Quantum State Spaces
These are some old, and pretty raw, notes I took while studying quantum mechanics.
Contents
Mathematical Spaces
Vector Space
As a reminder, the definition of a vector space is as follows. A vector space is a set $V$ and a field $\mathbb F$ (e.g. $\mathbb R$ or $\mathbb C$) with two operations
- Vector addition $+:V\times V \mapsto V$
- Scalar multiplication $\cdot:\mathbb F\times V \mapsto V$
that satisfy the following properties
| Operation | Property | Definition |
|---|---|---|
| Addition | Associative | $(\mathbf u + \mathbf v) + \mathbf w = \mathbf u + (\mathbf v + \mathbf w)$ |
| Commutative | $\mathbf u + \mathbf v = \mathbf v + \mathbf u$ | |
| Identity element | $\exists\,\,\mathbf 0\in V : \,\, \mathbf v + \mathbf 0 = \mathbf v$ | |
| Inverse element | $\exists\,\, (-\mathbf v)\in V:\,\, \mathbf v + (-\mathbf v):=\mathbf v - \mathbf v = \mathbf 0$ | |
| Multiplication | Compatibility | $a(b\mathbf v) = (ab)\mathbf v$ |
| Identity element | $\exists\,\, 1\in \mathbb F:\,\,1\cdot\mathbf v = \mathbf v$ | |
| Distributivity wrt $+$ | $a(\mathbf v + \mathbf u) = a\mathbf v + a\mathbf u$ | |
| Distributivity wrt $\cdot$ | $(a + b)\mathbf v = a\mathbf v + b\mathbf v$ |
Inner-product Space
An inner-product space is a vector space equipped with a binary function $\inp \cdot \cdot: V\times V \mapsto \mathbb F$, called the inner-product that satisfies the following properties
| Property | Definition |
|---|---|
| Linearity | $\inp{a \mathbf x}{\mathbf y} = a\inp{\mathbf x}{\mathbf y}$ |
| $\inp{\mathbf x + \mathbf y}{\mathbf z} = \inp{\mathbf x}{\mathbf z} + \inp{\mathbf y}{\mathbf z}$ | |
| Conjugate symmetry | $\inp{\mathbf x}{\mathbf y}= \inp{\mathbf y}{\mathbf x}^*$ |
| Positive definiteness | $\inp{\mathbf x}{\mathbf x} > 0$ for \(\mathbf x \neq \mathbf 0\) |
For the last property conjugate symmetry ensures that the result is real since $\inp {\mathbf x} {\mathbf x} = \inp{\mathbf x}{\mathbf x}^*$, so the result must be real. These properties also imply that \(\inp{\mathbf 0}{\mathbf 0} = 0\). This follows from the linearity of the inner product.

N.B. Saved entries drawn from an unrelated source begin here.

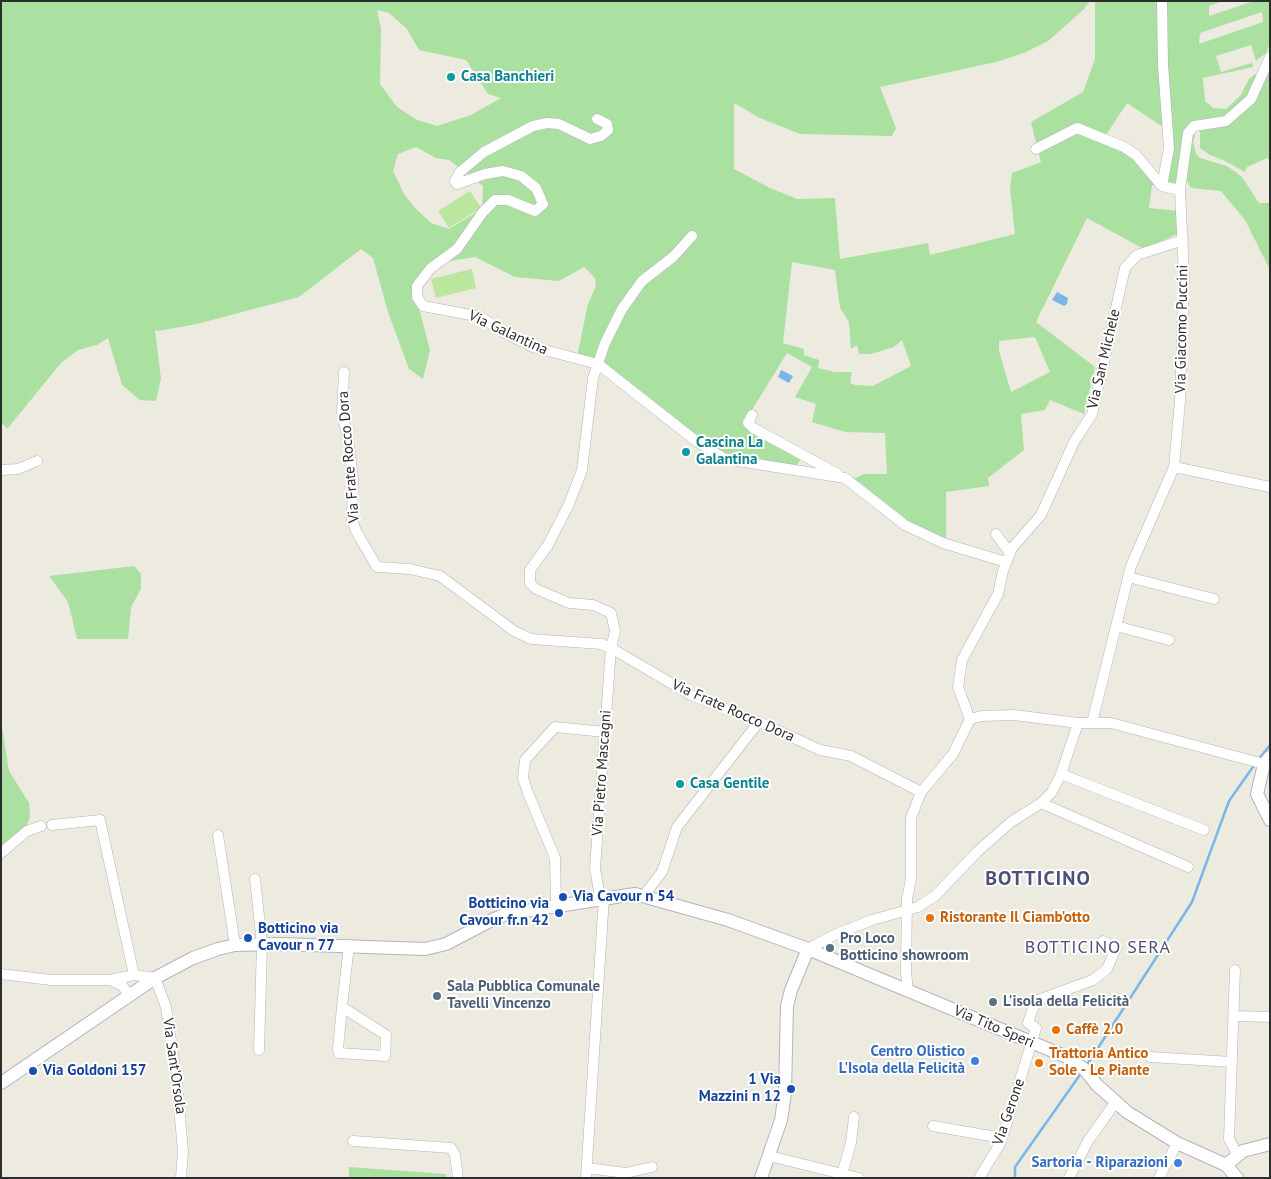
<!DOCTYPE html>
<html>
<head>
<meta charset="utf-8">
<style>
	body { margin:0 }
	#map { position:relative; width:1271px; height:1179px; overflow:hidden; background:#edeae0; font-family:"PT Sans",sans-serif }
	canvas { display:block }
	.frame { position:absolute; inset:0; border:2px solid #2d2d2d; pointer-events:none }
</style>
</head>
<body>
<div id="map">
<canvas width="1271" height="1179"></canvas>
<div class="frame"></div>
</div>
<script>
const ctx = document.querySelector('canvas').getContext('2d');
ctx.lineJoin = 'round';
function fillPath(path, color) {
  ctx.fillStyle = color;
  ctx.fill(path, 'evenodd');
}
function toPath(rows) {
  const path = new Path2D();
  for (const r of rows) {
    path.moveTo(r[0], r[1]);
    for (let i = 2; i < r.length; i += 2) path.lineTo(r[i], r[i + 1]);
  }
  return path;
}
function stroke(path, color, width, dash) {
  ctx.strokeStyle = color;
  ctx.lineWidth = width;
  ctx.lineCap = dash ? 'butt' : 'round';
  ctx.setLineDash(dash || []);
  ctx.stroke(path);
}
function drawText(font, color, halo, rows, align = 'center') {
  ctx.font = font + ' "PT Sans",sans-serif';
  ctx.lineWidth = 4;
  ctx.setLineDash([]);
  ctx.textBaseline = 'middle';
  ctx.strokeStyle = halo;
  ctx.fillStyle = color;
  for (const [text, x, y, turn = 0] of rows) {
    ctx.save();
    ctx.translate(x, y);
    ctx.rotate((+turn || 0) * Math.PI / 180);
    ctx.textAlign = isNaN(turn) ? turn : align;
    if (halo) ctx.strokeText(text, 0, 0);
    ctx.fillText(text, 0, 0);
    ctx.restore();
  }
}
fillPath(toPath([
	[1,1,1090,1,1084,9,1048,41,1024,53,996,62,880,87,896,128,892,136,800,134,760,118,734,103,734,169,770,188,797,199,835,198,840,259,928,243,930,255,1015,234,1010,189,1012,173,1041,162,1038,151,1077,133,1089,134,1133,157,1160,187,1152,185,1149,208,1179,211,1179,233,1144,249,1087,218,1036,322,1095,367,1084,414,1050,400,1045,410,1021,414,1024,450,988,478,989,486,946,492,946,541,906,521,853,479,864,474,887,474,885,433,845,432,812,422,816,404,795,397,812,367,787,353,750,413,742,421,746,428,803,456,794,469,727,454,697,436,604,364,577,357,588,304,596,286,595,278,584,267,559,281,515,277,475,257,444,262,423,275,419,308,430,350,423,379,409,369,388,312,373,258,361,249,299,297,197,324,158,331,155,330,161,379,156,401,140,400,122,385,108,338,97,345,78,350,61,363,7,429,1,422],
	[377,10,389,13,407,29,419,50,466,60,488,94,501,98,471,115,437,126,417,120,397,107,380,84,381,29],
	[416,147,436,158,449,160,483,186,482,209,449,229,431,223,414,207,404,194,393,171,398,154],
	[792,262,835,270,840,308,849,322,851,349,857,345,859,354,871,354,894,347,902,340,911,366,873,386,855,385,850,383,852,372,835,372,818,368,819,360,804,355,804,349,783,343],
	[1035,337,1050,372,1011,392,999,351,999,341],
	[1095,1,1223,1,1209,6,1209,16,1254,1,1270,1,1270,43,1266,53,1256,61,1251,45,1216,56,1221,72,1252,63,1253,67,1203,78,1205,101,1213,108,1226,109,1240,96,1249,79,1255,74,1259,77,1270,65,1270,161,1267,158,1247,167,1245,172,1223,160,1210,155,1200,148,1200,131,1210,126,1193,122,1175,187,1164,185,1166,150,1163,127,1127,103,1106,135,1077,124,1036,143,1031,122,1083,92,1095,59],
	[1262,12,1263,22,1199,44,1200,33],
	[1192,134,1195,135,1193,142,1196,154,1200,158,1227,166,1242,177,1259,203,1270,203,1270,270,1245,220,1221,191,1191,188,1188,183,1185,175],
	[134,566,141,574,141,589,131,607,128,639,77,639,68,602,49,576],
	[1,721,9,771,29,803,30,817,25,829,1,848],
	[349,1167,446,1174,446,1178,349,1178]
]), '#aae0a0');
fillPath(toPath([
	[470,191,481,208,449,228,438,211],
	[472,269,476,288,436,298,431,279]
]), '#bae69d');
fillPath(toPath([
	[1057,292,1068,298,1067,304,1064,306,1052,300],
	[781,370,793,376,789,383,778,377]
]), '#7ab7e8');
stroke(toPath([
	[1258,760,1270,745],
	[1087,1065,1192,902,1229,801,1255,764],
	[1015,1178,1015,1167,1082,1072]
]), '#7ab7e8', 2.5);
const minor = toPath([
	[1162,1,1163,65,1169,148,1162,186],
	[597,119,607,124,608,130,601,136,590,139,559,124,547,123,533,126,484,152,460,172,455,181,457,184,485,174,503,171,521,176,536,188,543,204,535,211,508,200,495,200,483,212,457,249,431,268,417,286,417,297,423,306,481,317,503,332,533,347,598,364,696,441,725,459,845,478,905,525,943,543,1006,562],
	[1036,149,1077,128,1124,147,1136,155,1162,186,1180,190],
	[344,372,342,412,349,444,353,479,352,519,356,531,377,567,410,569,440,576,514,631,531,639,601,644,611,648,691,695,766,725,820,750,851,756,921,792],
	[752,415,748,423,753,428,838,474],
	[1174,467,1270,487],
	[1,470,18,469,37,461],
	[996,534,1010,553],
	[1128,577,1214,599],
	[1116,626,1169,640],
	[970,719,958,687,962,660,998,594,1003,571,1012,548,1041,515,1074,442,1092,414,1125,268,1137,255,1183,240],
	[970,719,982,716,1014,715,1078,723,1111,723,1264,764],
	[1092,723,1131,566,1174,467,1180,401,1184,276,1180,190,1188,133,1194,126,1226,121,1251,99,1270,57],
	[1061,774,1204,830],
	[1041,803,1188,867],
	[52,825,100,820,134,975],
	[218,835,235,945],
	[1,853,27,831,41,826],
	[255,879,262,944,259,1050],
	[644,895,662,872,677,827,758,723],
	[600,898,595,868,611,648,615,631,611,613,593,605,569,603,536,589,530,583,530,570,548,545,569,504,582,470,593,378,605,343,622,309,642,281,673,257,692,236],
	[556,905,555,858,528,793,523,778,525,760,555,727,605,732],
	[808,949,834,935,872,920,918,907,936,895,978,851,1011,822,1041,803,1052,792,1061,774,1078,723],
	[1235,970,1229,1139,1238,1156],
	[1,974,51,980,110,980,134,975,155,978,166,1007,176,1074,183,1151,181,1178],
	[110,980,123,986,129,996],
	[908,991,906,972,907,899,911,879,911,818,921,792,953,754,970,719],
	[342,1007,386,1035,385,1056,339,1053,338,1049,342,1007,349,945],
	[1234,1016,1270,1017],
	[1150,1057,1232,1062],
	[933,1126,1002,1138],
	[353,1141,451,1148,455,1155,458,1178],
	[769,1156,859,1178],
	[587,1168,626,1173,652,1167],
	[842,1174,851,1143,854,1117],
	[586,1178,604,897],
	[979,1178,1001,1142,1036,1028,1028,1023,1033,1008,1038,1000,1093,980,1107,969,1116,948,1103,941],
	[1069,1178,1088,1141,1115,1103],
	[1159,1178,1177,1143]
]);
const tertiary = toPath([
	[1270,757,1264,764,1257,794,1270,820],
	[1,1083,155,978,193,958,218,949,235,945,281,944,425,949,446,944,492,920,506,914,635,894,728,920,808,949,1067,1057,1084,1069,1097,1085,1127,1112,1177,1143,1226,1165,1237,1178],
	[1226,1165,1243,1151,1270,1144],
	[761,1178,781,1120,785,1093,787,1006,791,990,808,949]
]);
stroke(minor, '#b3b3bf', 11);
stroke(tertiary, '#b3b3bf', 14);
stroke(minor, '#fff', 10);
stroke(tertiary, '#fff', 12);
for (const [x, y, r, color] of [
	[451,77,5,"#0f9aa8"],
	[686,452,5,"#0f9aa8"],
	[680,784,5,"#0f9aa8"],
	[563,897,5,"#1a4fb4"],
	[559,913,5,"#1a4fb4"],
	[930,918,5,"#e8710a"],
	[248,938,5,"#1a4fb4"],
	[830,948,5,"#5c6f8a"],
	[437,996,5,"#5c6f8a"],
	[993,1002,5,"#5c6f8a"],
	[1056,1030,5,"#e8710a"],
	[975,1061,5,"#3f7fe0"],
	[1039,1063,5,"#e8710a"],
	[33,1071,5,"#1a4fb4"],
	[791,1089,5,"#1a4fb4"],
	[1178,1163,5,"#3f7fe0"]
]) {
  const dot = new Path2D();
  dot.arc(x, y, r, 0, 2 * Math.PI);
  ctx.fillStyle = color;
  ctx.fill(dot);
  stroke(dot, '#fff', 2);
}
drawText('bold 15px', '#0d838f', '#fff', [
	["Casa Banchieri",461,77],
	["Cascina La",696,443],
	["Galantina",696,460],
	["Casa Gentile",690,784]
], 'left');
drawText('15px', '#2d2d2d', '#fff', [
	["Via Giacomo Puccini",1182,329,-89],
	["Via Galantina",508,333,25],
	["Via San Michele",1104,359,-77],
	["Via Frate Rocco Dora",349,457,-95],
	["Via Frate Rocco Dora",733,711,24],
	["Via Pietro Mascagni",602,773,-86],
	["Via Tito Speri",994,1027,23],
	["Via Sant'Orsola",174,1066,82],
	["Via Gerone",1009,1112,-71]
]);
drawText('bold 15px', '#164399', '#fff', [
	["Via Cavour n 54",573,897],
	["Botticino via",549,904,"right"],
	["Cavour fr.n 42",549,921,"right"],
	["Botticino via",258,929],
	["Cavour n 77",258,946],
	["Via Goldoni 157",43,1071],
	["1 Via",781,1080,"right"],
	["Mazzini n 12",781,1097,"right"]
], 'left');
drawText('bold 15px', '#c56008', '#fff', [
	["Ristorante Il Ciamb'otto",940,918],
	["Caffè 2.0",1066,1030],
	["Trattoria Antico",1049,1054],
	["Sole - Le Piante",1049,1071]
], 'left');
drawText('bold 15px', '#4e5e75', '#fff', [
	["Pro Loco",840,939],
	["Botticino showroom",840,956],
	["Sala Pubblica Comunale",447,987],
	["Tavelli Vincenzo",447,1004],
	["L'isola della Felicità",1003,1002]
], 'left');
drawText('bold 15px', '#366cbe', '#fff', [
	["Centro Olistico",965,1052],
	["L'Isola della Felicità",965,1069],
	["Sartoria - Riparazioni",1168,1163]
], 'right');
ctx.letterSpacing = '1px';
drawText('18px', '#4f4f7b', '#fff', [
	["BOTTICINO SERA",1098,948]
]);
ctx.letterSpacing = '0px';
ctx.letterSpacing = '1px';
drawText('bold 20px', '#4f4f7b', '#fff', [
	["BOTTICINO",1038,879]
]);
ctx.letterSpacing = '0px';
</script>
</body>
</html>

It is also easy to show that the following properties hold
- $\langle \mathbf x, \mathbf y + \mathbf z\rangle = \langle \mathbf x, \mathbf y \rangle + \langle\mathbf x, \mathbf z\rangle$
- $\langle \mathbf x, a \mathbf y \rangle = a^*\langle \mathbf x, \mathbf y \rangle$
Cauchy-Schwarz Inequality
The Cauchy-Schwarz inequality states that
$$|\langle \mathbf x, \mathbf y\rangle|^2 \leq \langle \mathbf x, \mathbf x\rangle\langle \mathbf y, \mathbf y\rangle$$Taking square roots of both sides (and preempting the next section slightly) we can see that this is effectively saying that the magnitude of the inner-product of two vectors, must be less than the geometric mean of the two magnitudes. Intuitively, think of the scalar product of ordinary $\mathbb R^n$ vectors, if we increase the length of $\mathbf x$ the dot product gets larger, but it is always scaled down by $\mathbf y$ and vice-versa.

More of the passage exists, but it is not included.